Bridget Logan Women's Golf Reporter

Golf formats revealed.

There are only two fundamental golf formats. All other games and formats are variations of the basic two: stroke play and match play. In the next few paragraphs we will examine these two formats and several of the more popular ones that are derived from them. So read on… see how well you know your formats.

1. Stoke Play (also called Medal Play) – This is usually the format we think of first when we think of playing golf. The number of strokes taken by a player for each hole is recorded on a scorecard and the player with the lowest score (fewest number of strokes taken) at the end of the round is the winner. In a stroke play event, scoring can be ‘scratch’ or ‘gross’ (meaning no handicap adjustment is used) or a player’s ‘net’ score (final score minus handicap) is used. Either way one bad hole can do a lot of damage to your final score.

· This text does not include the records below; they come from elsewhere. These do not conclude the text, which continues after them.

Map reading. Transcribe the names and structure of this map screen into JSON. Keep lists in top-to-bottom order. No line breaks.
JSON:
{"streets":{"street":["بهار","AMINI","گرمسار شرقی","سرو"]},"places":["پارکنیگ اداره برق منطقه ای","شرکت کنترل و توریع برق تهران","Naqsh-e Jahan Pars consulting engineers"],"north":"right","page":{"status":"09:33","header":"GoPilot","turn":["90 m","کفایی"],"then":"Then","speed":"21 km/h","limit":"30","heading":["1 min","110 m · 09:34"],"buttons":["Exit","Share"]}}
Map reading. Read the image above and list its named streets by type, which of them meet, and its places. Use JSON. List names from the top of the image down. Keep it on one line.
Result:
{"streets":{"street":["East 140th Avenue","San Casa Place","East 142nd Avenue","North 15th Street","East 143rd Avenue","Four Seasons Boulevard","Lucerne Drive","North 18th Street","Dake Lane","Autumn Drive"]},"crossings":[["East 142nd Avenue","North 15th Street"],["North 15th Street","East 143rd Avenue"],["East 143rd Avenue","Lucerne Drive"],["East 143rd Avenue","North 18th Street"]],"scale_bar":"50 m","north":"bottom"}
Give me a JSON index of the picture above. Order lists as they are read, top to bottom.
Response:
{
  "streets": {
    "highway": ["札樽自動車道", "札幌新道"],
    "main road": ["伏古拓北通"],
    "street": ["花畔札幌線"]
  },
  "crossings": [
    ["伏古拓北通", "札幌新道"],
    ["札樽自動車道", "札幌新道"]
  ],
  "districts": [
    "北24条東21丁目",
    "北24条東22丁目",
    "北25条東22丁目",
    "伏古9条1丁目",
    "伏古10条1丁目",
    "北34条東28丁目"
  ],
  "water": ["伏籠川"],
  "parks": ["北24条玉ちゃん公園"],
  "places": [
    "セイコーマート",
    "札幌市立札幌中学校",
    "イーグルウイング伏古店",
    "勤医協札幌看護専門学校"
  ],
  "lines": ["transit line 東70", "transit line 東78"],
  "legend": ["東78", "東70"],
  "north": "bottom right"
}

2. Match Play – In a match play event, players ‘match’ scores on each hole; the winner being the player with the most holes at the end of the round. The player with the lowest score on the first hole is said to have won that hole and goes ‘1 up’. If the players are tied with the same number of holes, the match is said to be ‘all square’. When a player has won enough holes that his opponent must win all the remaining holes to tie the match, the player who is ahead is said to be ‘dormie’. When there is not enough holes left for the player who is behind to tie or go ahead of the other player, the match is over and is scored as: 3 and 2, read 3 up with 2 to play – meaning 3 is the number of holes a player is ahead and 2 means the number of holes remaining to be played.

Some of the more familiar formats derived from Stroke and Match Play are:

Threesomes – A threesome is a game in which one player plays a team of two other players. Each side plays one ball with the partner side alternating shots. The game can be played as either stroke or match play.

Foursomes – The foursome format is made up of two teams of two players playing one ball. Before the round begins, each team decides who will tee off on the odd holes and who will tee off on the even holes. Team members alternate shots until the ball is holed. The format can be either match or stroke play.

Greensomes – The greensome format is a variation of the foursome format above. Instead of alternating tee shots, for each hole both players on a team tee off then the best tee shot is selected and players alternate shots from that point until the ball is holed. The round can be match or stroke play.

Three-Ball – The three-ball format comes in handy when there are only three players available for play. There are three games in play at the same time. With players A, B, and C: A & B are Team #1, B & C are Team #2, and A & C are Team #3. Play can be Match or Stroke and scoring can be by best ball of the team or aggregate (combined) score of the team.

Four-Ball – In this format two 2-player teams compete against each other in either match or stroke play. The members of each team play their own ball throughout the round. At the end of each hole, the team score is the better score of the two players.